The hearings come at a time of heightened rivalry and tensions between China and the United States. Both sides — the U.S. and its allies, and China — are consolidating military positions in the Indo-Pacific in case of any confrontation over self-ruled Taiwan, which China claims as its territory, or some other flashpoint.
Last summer, Chinese warships and warplanes fired missiles over Taiwan in what were days of intense Chinese military exercises following then-House Speaker Nancy Pelosi’s visit to the U.S. ally. President Xi Jinping’s government at the time rejected President Joe Biden’s declarations that his administration had no control over the actions of U.S. lawmakers.
And three weeks ago, the Biden administration used a Sidewinder missile fired by an F-22 to end the journey of what the U.S. says was a giant Chinese surveillance balloon traveling across U.S. territory.
Both incidents, especially the balloon, captured American public and political attention, and put debate over how to handle China in the center of U.S. political debate.

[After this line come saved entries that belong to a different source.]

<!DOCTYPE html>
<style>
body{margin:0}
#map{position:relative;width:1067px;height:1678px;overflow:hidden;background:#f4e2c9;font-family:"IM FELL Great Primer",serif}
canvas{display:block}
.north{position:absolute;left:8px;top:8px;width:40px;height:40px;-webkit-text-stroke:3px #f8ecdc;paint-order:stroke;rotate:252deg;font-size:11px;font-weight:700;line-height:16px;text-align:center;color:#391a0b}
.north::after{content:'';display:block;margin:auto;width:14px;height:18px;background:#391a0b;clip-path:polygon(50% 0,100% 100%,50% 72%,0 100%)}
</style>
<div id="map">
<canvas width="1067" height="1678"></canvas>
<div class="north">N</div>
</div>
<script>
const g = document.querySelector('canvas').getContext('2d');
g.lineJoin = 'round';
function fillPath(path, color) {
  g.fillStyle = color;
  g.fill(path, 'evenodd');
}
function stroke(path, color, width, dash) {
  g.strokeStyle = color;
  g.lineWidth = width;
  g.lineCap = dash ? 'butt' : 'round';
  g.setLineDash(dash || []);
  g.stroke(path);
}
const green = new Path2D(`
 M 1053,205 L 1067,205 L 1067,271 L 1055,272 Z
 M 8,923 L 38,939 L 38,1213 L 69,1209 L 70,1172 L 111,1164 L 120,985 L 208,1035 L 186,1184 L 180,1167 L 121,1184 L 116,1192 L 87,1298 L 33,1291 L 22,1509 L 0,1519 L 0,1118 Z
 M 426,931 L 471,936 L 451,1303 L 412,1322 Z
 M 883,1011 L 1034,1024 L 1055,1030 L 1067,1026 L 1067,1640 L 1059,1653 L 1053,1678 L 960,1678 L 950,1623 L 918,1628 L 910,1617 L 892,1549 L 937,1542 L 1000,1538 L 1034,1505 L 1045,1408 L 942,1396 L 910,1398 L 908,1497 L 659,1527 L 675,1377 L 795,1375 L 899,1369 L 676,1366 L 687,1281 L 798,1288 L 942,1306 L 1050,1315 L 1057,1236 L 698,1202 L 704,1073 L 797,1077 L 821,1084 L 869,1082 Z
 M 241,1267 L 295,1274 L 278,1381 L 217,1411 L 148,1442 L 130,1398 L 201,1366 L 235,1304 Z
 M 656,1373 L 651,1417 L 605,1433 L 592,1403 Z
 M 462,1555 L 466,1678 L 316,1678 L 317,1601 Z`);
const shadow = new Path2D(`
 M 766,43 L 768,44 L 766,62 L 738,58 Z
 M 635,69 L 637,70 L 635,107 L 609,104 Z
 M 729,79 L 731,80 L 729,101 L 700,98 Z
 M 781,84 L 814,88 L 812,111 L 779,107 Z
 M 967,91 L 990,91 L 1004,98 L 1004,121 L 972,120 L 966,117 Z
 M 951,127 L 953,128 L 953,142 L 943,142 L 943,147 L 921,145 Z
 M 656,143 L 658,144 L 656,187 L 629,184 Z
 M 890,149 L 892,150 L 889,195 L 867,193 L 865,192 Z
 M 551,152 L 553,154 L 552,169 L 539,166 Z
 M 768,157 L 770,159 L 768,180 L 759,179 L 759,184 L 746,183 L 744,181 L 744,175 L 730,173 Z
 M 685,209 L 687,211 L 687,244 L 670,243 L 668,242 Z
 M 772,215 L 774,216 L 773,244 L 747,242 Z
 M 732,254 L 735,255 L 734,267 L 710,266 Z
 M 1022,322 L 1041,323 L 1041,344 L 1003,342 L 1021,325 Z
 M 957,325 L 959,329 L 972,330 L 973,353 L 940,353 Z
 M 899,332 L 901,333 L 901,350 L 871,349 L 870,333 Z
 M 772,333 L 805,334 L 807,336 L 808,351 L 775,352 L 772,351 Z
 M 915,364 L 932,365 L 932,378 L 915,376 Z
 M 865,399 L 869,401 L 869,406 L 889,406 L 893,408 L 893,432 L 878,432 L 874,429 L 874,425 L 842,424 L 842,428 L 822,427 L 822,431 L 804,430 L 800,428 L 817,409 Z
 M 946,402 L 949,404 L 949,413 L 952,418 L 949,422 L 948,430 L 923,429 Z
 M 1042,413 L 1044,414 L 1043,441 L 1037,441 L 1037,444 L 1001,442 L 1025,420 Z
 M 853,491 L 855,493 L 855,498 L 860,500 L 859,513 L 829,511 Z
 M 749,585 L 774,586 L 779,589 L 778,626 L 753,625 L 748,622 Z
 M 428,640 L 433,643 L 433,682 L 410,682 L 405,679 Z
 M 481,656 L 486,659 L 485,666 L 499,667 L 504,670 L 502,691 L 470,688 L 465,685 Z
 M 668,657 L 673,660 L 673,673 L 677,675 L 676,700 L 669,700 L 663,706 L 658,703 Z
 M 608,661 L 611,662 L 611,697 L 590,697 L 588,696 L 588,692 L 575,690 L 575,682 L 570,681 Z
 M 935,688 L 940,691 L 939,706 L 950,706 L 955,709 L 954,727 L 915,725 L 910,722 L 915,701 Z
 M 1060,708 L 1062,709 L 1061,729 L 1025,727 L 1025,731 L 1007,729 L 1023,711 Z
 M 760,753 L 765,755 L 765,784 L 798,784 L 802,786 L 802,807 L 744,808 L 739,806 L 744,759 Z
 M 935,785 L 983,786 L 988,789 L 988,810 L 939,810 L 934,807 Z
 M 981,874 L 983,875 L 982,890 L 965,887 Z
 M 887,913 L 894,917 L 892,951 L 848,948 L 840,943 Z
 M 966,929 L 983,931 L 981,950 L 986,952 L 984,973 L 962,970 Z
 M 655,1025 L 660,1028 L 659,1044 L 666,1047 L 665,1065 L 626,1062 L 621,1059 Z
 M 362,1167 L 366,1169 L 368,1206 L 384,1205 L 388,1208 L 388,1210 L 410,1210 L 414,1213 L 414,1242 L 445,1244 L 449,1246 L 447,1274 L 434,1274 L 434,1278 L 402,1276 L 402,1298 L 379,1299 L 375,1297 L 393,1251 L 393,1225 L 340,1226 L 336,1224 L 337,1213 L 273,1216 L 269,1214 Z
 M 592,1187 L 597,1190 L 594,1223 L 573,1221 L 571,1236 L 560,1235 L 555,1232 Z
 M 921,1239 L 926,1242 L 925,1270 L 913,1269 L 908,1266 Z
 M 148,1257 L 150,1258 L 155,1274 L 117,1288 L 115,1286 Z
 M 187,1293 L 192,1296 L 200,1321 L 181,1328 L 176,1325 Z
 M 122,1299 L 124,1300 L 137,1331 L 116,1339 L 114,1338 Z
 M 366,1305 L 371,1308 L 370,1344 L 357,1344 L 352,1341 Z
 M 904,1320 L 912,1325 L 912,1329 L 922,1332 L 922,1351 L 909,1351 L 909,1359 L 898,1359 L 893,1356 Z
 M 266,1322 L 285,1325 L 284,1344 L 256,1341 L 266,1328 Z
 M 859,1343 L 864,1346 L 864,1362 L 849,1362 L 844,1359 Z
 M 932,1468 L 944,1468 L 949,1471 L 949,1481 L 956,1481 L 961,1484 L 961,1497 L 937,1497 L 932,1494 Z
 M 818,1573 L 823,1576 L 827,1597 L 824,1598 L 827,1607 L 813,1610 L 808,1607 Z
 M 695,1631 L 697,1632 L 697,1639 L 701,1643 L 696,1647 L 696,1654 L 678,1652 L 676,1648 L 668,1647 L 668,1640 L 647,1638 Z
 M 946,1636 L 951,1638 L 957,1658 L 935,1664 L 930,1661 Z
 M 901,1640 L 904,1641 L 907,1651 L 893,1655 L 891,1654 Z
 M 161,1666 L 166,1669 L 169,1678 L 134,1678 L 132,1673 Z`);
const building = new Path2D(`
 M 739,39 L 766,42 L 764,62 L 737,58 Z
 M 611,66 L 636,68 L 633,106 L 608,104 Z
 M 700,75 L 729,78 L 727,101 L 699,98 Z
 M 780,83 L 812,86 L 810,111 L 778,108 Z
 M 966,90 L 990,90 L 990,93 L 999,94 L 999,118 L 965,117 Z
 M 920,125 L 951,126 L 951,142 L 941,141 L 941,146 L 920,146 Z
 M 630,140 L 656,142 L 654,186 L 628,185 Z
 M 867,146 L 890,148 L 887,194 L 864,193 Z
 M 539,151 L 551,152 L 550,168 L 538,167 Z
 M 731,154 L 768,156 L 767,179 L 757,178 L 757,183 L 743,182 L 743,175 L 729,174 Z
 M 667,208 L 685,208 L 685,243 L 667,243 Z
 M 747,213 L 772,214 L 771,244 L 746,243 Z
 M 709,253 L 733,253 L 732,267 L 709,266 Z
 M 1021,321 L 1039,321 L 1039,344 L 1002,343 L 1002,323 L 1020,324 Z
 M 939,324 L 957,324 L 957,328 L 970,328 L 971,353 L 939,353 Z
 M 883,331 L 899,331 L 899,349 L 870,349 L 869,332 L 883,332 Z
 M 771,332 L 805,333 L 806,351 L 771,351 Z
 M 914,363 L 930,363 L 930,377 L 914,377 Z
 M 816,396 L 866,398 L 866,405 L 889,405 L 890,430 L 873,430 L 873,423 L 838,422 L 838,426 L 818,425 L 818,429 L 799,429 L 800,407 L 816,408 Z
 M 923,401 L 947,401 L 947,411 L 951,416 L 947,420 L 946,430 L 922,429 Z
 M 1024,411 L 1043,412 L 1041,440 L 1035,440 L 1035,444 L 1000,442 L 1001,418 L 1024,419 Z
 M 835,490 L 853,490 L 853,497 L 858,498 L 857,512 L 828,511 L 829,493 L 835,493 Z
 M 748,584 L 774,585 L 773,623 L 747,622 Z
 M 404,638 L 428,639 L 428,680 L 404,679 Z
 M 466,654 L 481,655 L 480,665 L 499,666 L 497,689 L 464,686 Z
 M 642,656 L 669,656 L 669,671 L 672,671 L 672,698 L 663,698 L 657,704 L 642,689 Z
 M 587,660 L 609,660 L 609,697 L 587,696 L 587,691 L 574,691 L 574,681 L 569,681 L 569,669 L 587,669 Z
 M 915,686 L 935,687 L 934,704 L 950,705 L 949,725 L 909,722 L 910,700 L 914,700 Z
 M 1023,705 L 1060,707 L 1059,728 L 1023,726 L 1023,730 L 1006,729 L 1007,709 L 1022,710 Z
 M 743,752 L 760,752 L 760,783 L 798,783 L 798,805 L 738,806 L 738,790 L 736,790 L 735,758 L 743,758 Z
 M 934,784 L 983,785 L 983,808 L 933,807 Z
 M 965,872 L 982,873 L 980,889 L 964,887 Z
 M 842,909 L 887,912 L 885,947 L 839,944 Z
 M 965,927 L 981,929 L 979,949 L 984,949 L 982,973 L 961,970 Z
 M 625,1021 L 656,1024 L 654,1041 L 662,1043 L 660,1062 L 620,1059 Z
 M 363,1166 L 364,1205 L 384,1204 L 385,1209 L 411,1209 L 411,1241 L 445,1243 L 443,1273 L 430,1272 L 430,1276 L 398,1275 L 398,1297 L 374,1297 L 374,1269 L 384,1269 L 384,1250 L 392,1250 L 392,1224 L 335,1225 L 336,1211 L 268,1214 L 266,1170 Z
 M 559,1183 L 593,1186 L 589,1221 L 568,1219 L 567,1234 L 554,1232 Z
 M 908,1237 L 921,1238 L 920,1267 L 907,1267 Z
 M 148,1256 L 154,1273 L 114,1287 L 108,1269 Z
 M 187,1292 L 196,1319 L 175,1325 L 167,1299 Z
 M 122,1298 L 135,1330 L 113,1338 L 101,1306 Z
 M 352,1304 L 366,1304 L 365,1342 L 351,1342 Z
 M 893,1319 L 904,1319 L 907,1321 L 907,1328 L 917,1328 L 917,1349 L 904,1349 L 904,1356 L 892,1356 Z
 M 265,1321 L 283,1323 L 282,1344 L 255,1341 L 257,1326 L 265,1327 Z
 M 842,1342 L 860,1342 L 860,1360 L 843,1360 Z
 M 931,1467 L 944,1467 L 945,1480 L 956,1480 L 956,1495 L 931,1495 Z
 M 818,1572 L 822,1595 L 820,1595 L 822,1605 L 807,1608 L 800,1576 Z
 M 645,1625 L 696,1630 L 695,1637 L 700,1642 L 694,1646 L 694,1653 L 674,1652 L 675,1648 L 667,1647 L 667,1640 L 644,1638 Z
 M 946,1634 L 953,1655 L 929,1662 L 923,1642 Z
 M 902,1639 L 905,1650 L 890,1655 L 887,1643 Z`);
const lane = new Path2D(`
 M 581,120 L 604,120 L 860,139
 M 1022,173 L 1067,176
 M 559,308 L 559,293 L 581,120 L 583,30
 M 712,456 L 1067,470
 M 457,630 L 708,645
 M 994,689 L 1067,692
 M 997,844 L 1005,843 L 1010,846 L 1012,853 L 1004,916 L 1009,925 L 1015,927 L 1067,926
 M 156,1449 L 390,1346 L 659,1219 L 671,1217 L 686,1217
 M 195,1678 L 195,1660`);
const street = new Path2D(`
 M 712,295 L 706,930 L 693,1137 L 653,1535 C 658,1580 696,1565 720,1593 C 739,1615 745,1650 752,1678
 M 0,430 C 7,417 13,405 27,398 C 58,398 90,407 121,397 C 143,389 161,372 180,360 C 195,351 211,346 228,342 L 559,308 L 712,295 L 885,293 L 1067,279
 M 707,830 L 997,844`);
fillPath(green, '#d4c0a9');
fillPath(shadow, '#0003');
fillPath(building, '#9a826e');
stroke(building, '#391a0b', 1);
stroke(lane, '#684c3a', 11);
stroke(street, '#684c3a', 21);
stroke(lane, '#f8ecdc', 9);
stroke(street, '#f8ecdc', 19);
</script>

“It’s another indication of the negative slide, the downward spiral, in the U.S.-China relationship,” Michael Swaine, a Washington analyst of Chinese security studies, said of Gallagher’s committee. The hearings will add to political pressure on Biden, who has continued to stress a desire for limited dialogue with China, to take a harder line, Swaine said.
House Speaker Kevin McCarthy, R-Calif., said he worked with the Democratic leader, Rep. Hakeem Jeffries, D-NY., in forming the committee and that the U.S. failures with China are the result of not speaking with “one voice.”
“We need to speak with one voice Republicans and Democrats alike.,” McCarthy said. “I think when you look at Gallagher and the work he’s doing with the ranking member, we’re trying to go in lockstep, and I think all of America is pretty much desiring for this.”
Gallagher said he suspects there are at least 10 pieces of legislation that the committee can endorse in a bipartisan fashion. Still, he said the members will be looking for support from McCarthy before backing any legislation. One of the biggest challenges is that jurisdiction over the issues involving China is spread across numerous committees and members of those committees will want a say.
“I think we can play a constructive coordinating function between the committees to ensure that good ideas don’t die just because of some committee’s cracks or they get referred to multiple committees,” Gallagher said.